Bis 2010/2011 wurde die strafbefreiende Selbstanzeige allenthalben als goldene Brücke für betuchte Bürger beschrieben. Sie war eine Brücke, die es schon in den Strafgesetzen der deutschen Partikularstaaten im 19. Jahrhundert gegeben hatte, eine "Brücke zurück zur Steuerehrlichkeit", wie der Gesetzgeber immer wieder euphemistisch formulierte.

Dem Staat war das Geld des Hinterziehers lieb und teuer, lieber als eine Strafe. Der Staat stellte sein Interesse an Steuereinnahmen also über den staatlichen Strafanspruch.
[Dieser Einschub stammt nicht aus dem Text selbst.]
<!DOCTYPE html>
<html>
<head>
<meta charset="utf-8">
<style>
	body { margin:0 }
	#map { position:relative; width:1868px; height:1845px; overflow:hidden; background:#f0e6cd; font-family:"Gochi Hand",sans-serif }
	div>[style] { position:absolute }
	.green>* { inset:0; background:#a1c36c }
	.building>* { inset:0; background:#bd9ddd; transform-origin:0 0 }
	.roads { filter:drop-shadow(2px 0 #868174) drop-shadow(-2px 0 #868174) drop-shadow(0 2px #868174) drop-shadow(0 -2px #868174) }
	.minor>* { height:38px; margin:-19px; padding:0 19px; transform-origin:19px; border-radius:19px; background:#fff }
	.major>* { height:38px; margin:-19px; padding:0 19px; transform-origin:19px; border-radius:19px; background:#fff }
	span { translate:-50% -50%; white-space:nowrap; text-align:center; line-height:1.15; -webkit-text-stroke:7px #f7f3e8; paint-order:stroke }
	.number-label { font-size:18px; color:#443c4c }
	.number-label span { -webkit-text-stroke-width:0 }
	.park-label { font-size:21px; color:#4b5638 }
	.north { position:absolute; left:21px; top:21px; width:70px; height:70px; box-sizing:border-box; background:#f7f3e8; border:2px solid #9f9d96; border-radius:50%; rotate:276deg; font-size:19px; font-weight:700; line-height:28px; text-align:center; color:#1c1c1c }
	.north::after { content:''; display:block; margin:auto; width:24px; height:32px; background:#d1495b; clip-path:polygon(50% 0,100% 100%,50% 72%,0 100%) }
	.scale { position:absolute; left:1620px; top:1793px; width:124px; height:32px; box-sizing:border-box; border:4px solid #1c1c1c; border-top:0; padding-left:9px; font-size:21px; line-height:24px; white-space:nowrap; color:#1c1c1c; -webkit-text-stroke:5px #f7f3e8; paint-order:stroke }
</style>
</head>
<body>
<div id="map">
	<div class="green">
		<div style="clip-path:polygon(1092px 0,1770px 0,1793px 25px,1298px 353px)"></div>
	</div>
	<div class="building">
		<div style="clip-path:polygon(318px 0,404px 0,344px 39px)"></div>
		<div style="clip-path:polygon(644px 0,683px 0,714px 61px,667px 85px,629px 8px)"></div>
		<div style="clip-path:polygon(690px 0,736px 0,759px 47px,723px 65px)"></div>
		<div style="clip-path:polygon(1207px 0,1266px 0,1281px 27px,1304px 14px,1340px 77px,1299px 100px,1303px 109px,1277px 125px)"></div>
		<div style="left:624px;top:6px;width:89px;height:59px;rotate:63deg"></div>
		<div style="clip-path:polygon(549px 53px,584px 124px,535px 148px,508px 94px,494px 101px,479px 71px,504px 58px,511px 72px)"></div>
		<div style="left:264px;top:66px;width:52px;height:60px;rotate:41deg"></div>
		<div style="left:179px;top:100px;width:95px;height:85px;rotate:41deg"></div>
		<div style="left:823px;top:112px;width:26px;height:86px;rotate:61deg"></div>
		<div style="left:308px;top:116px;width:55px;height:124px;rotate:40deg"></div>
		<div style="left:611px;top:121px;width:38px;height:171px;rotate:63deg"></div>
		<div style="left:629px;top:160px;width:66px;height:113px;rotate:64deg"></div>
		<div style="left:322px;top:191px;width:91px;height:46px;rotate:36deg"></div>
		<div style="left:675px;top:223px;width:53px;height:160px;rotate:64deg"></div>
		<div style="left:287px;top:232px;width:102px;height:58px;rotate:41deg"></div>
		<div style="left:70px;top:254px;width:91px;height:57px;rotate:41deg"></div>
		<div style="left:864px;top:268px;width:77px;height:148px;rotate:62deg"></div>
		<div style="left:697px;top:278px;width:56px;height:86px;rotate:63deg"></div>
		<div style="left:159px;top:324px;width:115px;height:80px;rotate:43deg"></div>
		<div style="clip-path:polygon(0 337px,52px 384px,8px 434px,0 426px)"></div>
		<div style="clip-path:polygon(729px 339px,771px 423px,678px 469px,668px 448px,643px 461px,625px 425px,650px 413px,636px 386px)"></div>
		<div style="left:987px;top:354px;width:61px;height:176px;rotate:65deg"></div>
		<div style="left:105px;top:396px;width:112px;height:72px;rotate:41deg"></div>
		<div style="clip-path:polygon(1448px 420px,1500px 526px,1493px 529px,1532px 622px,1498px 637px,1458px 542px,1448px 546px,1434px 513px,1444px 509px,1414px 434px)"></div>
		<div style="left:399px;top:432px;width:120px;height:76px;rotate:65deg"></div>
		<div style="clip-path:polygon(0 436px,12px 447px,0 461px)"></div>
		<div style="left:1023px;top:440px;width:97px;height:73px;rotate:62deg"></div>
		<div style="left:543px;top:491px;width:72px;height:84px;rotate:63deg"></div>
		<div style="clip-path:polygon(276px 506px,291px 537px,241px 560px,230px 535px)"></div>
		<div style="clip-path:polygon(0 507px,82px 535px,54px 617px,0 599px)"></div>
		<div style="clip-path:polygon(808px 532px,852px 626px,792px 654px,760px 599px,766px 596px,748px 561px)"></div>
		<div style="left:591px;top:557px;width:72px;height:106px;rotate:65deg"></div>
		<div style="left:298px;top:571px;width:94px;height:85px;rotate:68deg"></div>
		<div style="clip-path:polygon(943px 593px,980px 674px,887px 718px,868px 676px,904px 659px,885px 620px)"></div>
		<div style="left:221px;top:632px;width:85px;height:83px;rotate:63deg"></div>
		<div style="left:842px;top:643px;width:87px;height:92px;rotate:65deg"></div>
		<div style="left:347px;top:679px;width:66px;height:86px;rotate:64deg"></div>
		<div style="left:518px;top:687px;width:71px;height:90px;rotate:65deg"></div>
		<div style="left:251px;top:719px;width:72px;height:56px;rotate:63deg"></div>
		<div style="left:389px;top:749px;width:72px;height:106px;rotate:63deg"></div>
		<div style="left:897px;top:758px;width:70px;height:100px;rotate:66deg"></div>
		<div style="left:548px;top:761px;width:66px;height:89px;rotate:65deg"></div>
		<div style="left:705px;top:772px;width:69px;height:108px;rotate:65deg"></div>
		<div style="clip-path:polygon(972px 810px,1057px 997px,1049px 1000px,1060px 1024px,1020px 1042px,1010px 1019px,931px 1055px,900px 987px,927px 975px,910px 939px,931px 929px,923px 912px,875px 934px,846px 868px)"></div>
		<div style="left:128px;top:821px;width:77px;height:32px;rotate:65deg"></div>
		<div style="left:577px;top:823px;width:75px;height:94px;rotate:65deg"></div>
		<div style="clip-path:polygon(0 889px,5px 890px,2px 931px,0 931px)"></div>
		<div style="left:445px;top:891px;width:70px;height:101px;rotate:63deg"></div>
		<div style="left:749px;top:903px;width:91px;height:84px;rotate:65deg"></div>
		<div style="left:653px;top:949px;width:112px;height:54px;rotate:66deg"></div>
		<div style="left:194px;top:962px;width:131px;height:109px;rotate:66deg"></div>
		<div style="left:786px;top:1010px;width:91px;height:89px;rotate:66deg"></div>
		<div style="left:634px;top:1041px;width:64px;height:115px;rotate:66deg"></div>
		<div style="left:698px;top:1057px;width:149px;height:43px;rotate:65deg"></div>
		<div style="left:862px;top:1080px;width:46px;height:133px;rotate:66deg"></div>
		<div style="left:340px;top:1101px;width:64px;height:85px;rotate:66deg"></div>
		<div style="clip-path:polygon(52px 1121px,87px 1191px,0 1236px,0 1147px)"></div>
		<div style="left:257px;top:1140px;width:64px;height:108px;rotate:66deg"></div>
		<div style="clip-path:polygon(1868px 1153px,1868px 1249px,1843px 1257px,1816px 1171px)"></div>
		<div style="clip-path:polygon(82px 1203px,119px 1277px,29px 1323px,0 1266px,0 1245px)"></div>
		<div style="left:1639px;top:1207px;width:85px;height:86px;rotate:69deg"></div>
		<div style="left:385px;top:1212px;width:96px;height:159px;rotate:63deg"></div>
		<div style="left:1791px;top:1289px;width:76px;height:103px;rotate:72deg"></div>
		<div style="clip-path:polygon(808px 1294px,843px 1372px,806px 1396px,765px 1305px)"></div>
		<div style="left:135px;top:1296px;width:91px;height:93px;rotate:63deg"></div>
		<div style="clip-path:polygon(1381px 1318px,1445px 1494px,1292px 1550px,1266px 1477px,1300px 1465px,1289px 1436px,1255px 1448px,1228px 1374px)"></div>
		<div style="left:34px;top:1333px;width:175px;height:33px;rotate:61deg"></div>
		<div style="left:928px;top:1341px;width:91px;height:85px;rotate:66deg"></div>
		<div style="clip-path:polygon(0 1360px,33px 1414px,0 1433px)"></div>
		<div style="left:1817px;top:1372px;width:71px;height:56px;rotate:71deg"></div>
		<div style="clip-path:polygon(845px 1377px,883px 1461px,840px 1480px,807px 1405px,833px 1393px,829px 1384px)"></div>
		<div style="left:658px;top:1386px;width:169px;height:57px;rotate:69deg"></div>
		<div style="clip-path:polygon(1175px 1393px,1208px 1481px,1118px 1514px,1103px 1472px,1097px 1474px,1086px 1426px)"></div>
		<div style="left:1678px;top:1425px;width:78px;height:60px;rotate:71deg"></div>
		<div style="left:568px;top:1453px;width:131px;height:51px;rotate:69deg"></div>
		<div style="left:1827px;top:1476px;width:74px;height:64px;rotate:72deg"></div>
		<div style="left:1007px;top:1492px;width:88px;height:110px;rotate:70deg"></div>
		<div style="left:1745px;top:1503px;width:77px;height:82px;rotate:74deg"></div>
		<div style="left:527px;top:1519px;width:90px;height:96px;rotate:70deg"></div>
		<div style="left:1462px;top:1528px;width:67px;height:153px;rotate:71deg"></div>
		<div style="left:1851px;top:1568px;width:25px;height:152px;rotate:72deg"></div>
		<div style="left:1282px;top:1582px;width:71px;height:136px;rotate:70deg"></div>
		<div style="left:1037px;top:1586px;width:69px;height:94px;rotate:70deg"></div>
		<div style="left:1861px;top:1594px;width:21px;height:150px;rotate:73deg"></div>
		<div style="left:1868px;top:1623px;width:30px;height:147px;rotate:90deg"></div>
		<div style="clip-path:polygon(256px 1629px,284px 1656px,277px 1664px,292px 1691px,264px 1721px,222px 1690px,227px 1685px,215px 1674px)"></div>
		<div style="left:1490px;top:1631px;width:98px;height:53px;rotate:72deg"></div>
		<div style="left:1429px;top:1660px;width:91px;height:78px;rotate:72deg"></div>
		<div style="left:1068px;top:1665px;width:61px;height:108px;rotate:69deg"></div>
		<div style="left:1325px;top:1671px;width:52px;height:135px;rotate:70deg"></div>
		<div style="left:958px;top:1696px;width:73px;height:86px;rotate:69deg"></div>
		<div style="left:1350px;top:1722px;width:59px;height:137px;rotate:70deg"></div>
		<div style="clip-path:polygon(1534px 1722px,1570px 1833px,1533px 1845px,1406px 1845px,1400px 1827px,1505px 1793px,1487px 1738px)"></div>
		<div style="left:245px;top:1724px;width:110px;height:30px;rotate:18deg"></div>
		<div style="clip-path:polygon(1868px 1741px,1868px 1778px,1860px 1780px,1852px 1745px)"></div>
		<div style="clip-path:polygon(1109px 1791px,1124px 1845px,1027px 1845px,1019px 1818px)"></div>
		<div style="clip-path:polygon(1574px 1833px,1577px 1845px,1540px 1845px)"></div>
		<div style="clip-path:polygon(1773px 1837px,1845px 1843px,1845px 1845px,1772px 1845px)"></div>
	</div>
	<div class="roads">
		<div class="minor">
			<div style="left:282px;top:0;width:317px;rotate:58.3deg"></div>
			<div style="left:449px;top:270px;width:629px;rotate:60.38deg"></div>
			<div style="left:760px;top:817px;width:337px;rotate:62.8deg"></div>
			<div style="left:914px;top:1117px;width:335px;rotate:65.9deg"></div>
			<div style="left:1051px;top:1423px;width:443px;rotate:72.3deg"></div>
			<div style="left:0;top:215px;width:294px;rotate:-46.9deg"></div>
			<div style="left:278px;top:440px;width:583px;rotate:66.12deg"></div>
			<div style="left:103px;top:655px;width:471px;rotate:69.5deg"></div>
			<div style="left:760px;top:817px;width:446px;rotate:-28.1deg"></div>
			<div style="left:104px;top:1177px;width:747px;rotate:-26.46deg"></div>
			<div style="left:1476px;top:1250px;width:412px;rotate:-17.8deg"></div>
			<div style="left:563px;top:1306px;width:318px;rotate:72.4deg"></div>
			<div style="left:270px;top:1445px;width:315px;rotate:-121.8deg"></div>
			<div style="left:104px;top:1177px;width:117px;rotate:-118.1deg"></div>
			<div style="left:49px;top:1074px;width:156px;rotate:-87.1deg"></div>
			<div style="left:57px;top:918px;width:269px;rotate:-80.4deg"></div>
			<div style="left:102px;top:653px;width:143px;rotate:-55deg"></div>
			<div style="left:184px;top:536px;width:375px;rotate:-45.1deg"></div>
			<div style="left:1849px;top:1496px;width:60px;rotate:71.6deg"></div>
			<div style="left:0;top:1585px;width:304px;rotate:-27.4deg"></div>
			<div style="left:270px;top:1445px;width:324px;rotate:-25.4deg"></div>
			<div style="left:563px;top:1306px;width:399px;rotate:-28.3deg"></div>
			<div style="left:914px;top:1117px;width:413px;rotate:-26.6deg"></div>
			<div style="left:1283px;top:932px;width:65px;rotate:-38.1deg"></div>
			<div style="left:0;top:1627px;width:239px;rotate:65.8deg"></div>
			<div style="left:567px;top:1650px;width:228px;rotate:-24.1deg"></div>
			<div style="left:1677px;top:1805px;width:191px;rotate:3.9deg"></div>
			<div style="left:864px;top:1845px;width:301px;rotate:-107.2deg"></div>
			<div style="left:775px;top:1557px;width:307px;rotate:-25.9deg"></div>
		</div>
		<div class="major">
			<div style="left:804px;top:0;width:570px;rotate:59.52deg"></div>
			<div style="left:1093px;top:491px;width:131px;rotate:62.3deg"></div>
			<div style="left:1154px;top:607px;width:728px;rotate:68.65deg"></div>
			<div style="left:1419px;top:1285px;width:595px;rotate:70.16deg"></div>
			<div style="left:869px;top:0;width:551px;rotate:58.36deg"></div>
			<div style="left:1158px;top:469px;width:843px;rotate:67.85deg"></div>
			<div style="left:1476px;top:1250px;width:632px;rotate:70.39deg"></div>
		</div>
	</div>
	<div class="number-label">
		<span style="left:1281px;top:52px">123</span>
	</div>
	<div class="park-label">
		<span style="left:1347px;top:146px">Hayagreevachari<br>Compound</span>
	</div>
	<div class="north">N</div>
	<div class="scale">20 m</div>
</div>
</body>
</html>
Der Staat dachte so ähnlich wie zu Luthers Zeiten der Mönch Tetzel, der Ablasshändler: Wenn das Geld im Kasten klingt . . . Für die Strafbefreiung gab es keinen anderen vernünftigen Grund als den: die "Erschließung bisher verheimlichter Steuerquellen". Böse formuliert: Der Staat war ein wenig korrupt; er ließ sich den Strafanspruch abkaufen.

Wie ein ehrbarer Kaufmann in einer unanständigen Angelegenheit

Der Kritik an dieser Privilegierung von Steuerstraftätern konnte sich der Gesetzgeber 2010/2011 nicht mehr entziehen. Aber er wollte auch auf die Geldeinnahmen aus dem Bundes-Ablasshandel nicht verzichten. Also verwandelte er sich in Schweinchen Schlau: Er veränderte die Regeln für die strafbefreiende Steuerhinterziehung so, dass die Kritiker der bisherigen Praxis fürs Erste zufrieden waren - und lockte aber zugleich die Steuerhinterzieher weiterhin, sich zu offenbaren.

Das Geschäft zwischen Steuerstraftäter und Staat hieß bis 2010/2011: Do ut des - ich gebe, damit du gibst. Also: "Ich gebe dir Geld, und du, Staat, erlässt mir dafür die Strafe". Das war unanständig. Das neue Recht ist allerdings noch unanständiger. Das Geschäft heißt nun: "Ich, der Staat, locke dich und nehme dein Geld - aber ob ich dir dann die Strafe wirklich erlasse, weiß ich noch nicht; das sehen wir dann."

Früher benahm sich der Staat wie ein ehrbarer Kaufmann in einer unanständigen Angelegenheit. Das kaufmännische Denken des Staats ist heute im Strafrecht nicht minder fehl am Platz wie früher. Aber der Staat benimmt sich jetzt in einer unanständigen Angelegenheit auch noch selbst unanständig: Er verkauft den staatlichen Strafanspruch - und sucht dann nach Gründen, nicht zu liefern.